- Task
Count every line below that holds "currentColor". Number only.

(Stored data entries)
┌──
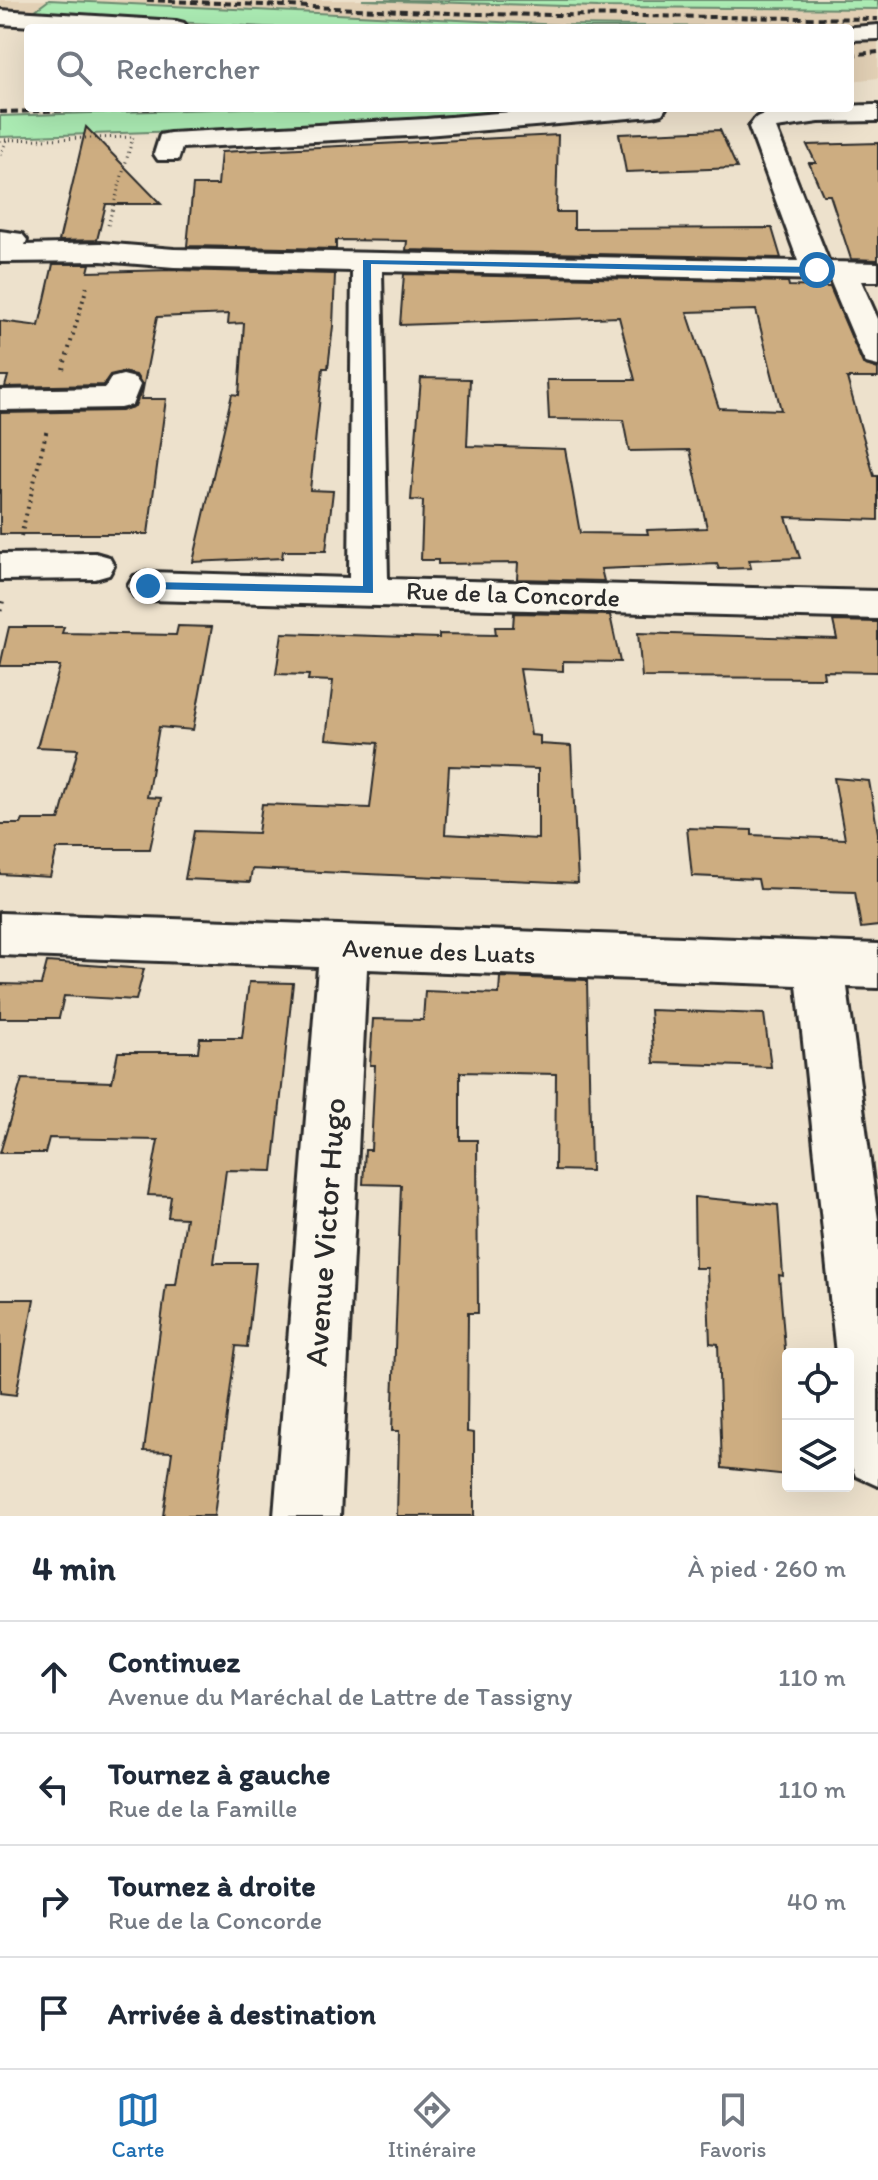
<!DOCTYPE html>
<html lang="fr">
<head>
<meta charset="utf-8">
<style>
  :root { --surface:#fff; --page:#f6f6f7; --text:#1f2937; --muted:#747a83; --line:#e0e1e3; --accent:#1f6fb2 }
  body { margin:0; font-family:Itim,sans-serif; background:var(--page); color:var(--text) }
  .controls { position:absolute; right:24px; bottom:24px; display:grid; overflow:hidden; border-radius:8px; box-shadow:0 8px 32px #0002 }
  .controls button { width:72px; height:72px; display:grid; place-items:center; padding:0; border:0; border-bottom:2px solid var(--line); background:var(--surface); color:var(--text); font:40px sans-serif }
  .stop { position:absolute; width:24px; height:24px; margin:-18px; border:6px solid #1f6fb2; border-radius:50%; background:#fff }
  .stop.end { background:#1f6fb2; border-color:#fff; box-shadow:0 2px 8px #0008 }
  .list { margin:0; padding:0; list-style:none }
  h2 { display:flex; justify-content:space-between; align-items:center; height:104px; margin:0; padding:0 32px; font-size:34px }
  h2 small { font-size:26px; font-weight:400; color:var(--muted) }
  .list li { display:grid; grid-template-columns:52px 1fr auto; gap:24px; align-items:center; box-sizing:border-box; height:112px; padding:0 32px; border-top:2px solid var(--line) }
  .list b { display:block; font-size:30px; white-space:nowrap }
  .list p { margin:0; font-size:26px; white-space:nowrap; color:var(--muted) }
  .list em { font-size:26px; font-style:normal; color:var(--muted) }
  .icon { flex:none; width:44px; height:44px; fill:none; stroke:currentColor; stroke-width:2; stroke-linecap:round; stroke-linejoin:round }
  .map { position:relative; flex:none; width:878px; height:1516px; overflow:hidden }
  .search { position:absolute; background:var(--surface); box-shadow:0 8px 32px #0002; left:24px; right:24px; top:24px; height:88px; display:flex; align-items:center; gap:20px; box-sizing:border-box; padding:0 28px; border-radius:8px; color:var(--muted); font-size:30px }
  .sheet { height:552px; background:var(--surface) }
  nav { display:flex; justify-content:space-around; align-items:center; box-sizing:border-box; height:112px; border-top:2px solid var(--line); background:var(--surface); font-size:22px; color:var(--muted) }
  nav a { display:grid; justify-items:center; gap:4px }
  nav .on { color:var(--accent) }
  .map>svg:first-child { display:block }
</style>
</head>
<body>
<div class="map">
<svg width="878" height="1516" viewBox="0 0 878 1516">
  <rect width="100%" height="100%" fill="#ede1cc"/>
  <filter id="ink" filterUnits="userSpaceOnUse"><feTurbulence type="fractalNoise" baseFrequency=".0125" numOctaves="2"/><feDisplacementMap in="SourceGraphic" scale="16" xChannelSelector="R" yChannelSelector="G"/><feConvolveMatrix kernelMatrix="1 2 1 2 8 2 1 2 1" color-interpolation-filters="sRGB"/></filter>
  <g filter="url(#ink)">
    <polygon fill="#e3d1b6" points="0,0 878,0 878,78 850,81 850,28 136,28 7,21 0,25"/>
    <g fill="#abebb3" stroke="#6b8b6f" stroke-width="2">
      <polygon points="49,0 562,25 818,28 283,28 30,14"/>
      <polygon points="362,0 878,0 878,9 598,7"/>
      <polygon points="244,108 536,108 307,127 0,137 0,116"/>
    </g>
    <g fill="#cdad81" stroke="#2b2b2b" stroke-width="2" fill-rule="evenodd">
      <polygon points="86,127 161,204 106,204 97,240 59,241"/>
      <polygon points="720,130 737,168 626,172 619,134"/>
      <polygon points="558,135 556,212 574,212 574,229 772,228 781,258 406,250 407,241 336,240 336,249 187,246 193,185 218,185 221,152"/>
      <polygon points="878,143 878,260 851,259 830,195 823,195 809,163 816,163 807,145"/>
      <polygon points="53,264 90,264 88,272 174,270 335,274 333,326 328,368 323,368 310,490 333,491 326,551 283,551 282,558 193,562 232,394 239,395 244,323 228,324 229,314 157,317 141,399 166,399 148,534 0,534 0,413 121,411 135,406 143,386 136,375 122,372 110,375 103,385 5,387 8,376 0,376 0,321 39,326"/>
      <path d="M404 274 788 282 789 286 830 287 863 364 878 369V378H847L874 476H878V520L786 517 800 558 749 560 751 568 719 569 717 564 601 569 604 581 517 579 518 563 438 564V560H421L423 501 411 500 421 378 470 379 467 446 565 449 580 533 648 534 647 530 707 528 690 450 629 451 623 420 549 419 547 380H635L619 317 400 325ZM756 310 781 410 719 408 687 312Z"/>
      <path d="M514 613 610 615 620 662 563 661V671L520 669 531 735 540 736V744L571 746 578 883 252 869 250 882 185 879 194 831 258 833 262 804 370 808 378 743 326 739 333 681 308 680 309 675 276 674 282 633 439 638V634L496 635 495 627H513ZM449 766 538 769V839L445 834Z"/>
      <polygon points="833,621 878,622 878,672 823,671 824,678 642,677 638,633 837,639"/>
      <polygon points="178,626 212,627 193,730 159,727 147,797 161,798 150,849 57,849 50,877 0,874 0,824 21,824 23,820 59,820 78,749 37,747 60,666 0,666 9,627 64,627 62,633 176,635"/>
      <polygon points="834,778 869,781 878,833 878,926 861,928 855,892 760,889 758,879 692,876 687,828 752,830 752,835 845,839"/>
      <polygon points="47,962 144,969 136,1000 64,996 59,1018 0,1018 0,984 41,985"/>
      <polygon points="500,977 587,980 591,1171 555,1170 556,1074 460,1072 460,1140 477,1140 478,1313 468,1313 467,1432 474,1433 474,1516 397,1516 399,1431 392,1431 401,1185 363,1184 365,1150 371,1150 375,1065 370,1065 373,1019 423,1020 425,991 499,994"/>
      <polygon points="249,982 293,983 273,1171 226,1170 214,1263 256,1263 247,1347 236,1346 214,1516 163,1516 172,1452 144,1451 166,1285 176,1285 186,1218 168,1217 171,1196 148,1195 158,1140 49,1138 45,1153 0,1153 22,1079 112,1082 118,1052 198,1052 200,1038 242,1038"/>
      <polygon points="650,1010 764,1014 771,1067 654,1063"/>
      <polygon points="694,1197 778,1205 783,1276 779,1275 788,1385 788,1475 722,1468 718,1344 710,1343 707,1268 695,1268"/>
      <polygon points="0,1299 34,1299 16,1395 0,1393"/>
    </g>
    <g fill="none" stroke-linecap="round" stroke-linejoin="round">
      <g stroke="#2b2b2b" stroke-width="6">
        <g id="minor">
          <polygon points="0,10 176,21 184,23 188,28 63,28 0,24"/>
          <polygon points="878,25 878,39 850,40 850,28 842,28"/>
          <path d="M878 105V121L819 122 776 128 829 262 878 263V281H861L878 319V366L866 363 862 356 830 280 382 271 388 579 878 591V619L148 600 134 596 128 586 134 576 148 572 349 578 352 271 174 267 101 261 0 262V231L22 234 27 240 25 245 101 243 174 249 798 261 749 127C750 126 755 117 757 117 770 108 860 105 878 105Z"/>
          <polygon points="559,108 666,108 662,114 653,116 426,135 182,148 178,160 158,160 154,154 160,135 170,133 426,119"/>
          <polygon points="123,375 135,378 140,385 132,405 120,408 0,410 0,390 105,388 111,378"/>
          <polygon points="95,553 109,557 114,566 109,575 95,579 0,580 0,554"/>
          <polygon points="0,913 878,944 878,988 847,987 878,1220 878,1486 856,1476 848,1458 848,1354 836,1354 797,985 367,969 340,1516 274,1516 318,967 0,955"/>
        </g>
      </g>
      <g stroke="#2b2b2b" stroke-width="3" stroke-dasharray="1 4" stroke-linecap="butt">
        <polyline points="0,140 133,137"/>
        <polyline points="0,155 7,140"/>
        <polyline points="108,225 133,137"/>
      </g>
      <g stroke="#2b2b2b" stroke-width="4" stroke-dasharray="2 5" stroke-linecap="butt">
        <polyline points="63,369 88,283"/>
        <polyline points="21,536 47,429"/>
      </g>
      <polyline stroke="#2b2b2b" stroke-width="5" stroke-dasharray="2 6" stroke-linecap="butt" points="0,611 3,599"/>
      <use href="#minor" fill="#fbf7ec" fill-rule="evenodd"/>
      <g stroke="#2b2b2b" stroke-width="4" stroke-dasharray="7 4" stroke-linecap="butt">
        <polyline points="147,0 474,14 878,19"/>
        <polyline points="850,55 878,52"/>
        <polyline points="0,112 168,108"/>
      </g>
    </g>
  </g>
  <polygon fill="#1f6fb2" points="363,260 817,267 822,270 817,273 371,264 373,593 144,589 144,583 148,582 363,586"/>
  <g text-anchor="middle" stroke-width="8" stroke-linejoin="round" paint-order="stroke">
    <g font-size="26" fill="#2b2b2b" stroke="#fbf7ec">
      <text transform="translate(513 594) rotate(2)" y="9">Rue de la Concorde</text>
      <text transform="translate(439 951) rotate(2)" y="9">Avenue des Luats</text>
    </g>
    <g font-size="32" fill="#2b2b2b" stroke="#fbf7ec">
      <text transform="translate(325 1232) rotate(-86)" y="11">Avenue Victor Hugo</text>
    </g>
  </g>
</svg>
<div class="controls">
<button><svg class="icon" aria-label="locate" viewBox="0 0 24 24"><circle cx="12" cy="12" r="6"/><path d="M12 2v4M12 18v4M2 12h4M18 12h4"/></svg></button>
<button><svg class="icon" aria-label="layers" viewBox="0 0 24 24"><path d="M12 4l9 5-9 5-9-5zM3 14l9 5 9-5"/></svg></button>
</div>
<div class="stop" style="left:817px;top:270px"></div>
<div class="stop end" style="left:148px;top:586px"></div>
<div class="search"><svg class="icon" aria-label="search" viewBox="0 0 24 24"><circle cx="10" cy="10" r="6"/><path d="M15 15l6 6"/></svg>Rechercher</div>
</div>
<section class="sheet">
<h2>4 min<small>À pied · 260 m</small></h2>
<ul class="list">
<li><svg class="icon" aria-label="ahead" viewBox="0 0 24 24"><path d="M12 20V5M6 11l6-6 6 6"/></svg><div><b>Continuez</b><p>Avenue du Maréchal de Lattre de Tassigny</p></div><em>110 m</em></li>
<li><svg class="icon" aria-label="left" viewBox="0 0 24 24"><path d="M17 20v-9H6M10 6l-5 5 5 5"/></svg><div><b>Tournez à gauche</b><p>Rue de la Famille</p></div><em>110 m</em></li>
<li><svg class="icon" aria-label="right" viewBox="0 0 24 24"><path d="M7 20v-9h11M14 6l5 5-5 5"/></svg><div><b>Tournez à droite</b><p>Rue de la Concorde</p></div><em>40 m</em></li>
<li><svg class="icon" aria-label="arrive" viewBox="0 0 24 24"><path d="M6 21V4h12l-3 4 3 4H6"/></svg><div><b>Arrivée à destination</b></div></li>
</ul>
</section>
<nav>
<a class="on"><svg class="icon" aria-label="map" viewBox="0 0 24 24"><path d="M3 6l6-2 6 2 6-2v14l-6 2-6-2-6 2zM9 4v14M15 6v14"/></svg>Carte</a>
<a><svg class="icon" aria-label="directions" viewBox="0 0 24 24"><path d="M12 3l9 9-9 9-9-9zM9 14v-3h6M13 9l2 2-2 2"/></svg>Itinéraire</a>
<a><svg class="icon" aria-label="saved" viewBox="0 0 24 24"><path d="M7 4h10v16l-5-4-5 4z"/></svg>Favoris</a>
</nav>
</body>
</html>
└──
┌──
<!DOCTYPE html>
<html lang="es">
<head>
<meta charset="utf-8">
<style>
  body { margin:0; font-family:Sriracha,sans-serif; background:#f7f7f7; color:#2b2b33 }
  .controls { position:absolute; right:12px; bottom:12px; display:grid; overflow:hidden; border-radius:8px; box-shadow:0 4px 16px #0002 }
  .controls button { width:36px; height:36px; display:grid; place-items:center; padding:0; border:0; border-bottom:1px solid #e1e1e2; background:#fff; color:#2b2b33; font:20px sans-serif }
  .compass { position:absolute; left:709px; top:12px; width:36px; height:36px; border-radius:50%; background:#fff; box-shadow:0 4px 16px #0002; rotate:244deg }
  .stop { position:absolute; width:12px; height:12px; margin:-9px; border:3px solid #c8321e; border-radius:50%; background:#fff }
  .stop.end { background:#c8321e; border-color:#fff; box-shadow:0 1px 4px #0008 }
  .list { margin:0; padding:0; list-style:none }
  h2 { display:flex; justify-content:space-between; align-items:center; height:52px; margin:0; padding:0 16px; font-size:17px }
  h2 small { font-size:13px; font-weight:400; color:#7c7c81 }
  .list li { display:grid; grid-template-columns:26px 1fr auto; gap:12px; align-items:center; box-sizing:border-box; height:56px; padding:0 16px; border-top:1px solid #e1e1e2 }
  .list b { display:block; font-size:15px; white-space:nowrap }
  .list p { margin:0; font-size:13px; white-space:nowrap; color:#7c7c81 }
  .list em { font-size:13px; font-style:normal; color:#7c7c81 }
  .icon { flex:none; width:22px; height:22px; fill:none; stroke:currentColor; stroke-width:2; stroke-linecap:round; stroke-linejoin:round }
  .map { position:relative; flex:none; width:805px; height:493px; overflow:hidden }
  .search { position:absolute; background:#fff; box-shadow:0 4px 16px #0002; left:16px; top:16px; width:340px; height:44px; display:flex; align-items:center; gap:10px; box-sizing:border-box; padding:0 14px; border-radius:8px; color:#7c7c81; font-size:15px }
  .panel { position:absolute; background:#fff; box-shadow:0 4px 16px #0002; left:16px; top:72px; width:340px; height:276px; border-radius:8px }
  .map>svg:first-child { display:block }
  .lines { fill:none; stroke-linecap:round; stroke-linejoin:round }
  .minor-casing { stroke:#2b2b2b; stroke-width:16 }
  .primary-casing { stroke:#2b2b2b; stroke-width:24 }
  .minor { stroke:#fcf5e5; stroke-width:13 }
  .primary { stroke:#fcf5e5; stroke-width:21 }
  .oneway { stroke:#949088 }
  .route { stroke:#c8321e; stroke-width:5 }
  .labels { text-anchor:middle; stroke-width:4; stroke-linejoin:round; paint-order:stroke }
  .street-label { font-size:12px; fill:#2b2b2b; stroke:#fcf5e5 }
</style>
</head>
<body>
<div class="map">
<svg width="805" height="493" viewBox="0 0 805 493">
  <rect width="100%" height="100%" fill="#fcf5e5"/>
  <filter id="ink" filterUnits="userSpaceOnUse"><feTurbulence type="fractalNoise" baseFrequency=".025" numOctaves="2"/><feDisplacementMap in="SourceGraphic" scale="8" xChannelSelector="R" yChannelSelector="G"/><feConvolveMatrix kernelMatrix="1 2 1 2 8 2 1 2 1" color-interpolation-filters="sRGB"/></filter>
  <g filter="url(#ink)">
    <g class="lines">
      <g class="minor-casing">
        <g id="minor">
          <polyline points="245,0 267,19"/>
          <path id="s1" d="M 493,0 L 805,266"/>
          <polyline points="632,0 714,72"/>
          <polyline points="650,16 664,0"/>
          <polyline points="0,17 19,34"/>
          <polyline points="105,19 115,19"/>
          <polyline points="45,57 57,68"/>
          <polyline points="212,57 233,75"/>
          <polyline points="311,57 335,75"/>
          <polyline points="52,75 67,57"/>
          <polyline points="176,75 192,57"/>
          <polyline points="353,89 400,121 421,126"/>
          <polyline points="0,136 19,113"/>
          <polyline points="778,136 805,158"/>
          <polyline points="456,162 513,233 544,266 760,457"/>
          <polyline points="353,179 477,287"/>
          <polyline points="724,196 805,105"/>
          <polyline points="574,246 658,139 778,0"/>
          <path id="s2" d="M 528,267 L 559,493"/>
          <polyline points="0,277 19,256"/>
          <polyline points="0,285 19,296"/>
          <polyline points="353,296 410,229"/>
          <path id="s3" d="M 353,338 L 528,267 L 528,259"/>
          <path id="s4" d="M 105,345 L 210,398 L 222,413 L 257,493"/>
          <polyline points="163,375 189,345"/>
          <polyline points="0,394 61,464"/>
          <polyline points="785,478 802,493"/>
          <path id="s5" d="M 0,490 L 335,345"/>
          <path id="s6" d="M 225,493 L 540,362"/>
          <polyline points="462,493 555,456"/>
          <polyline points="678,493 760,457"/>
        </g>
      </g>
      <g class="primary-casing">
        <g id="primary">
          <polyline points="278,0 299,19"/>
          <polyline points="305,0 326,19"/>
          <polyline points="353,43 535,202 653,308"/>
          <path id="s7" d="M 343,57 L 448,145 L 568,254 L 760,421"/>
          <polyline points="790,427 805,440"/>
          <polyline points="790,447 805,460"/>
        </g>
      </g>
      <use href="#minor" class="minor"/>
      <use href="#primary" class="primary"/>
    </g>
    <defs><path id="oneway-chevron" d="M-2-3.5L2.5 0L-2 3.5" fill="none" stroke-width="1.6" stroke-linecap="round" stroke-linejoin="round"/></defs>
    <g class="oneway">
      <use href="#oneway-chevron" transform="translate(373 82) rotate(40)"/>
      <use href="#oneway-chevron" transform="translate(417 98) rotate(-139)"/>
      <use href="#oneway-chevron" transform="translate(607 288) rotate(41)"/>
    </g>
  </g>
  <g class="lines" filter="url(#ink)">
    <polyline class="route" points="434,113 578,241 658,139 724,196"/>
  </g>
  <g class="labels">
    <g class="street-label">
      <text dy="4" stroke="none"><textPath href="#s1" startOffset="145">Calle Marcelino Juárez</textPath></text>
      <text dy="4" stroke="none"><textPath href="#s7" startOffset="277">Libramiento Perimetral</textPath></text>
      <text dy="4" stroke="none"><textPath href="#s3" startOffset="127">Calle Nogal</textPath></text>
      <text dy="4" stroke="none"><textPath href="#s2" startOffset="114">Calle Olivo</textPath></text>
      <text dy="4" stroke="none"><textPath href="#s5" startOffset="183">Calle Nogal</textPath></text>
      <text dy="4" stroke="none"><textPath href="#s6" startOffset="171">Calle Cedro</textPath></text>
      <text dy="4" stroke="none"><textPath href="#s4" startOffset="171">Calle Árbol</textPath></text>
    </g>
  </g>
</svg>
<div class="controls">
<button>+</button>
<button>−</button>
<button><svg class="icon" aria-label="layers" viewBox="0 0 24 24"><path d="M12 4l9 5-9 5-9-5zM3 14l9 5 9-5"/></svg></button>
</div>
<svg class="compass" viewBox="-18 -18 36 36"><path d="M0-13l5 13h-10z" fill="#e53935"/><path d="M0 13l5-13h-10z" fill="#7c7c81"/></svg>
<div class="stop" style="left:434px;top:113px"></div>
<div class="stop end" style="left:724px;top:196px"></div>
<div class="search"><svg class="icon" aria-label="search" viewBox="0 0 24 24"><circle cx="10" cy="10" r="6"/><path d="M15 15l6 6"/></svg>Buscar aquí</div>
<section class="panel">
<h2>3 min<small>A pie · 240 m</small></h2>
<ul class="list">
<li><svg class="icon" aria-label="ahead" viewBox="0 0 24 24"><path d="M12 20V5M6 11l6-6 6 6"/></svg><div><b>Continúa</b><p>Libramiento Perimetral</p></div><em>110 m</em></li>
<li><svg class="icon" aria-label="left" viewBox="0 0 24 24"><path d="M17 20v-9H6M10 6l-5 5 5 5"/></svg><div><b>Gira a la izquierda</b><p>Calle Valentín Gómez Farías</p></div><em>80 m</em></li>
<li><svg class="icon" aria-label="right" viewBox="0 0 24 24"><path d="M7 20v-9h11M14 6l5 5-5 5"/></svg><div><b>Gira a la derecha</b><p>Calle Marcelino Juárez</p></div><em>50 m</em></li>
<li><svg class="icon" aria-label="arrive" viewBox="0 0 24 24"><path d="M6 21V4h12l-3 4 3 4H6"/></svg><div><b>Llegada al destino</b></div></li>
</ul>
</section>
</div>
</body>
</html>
└──
- Output of the exercise
2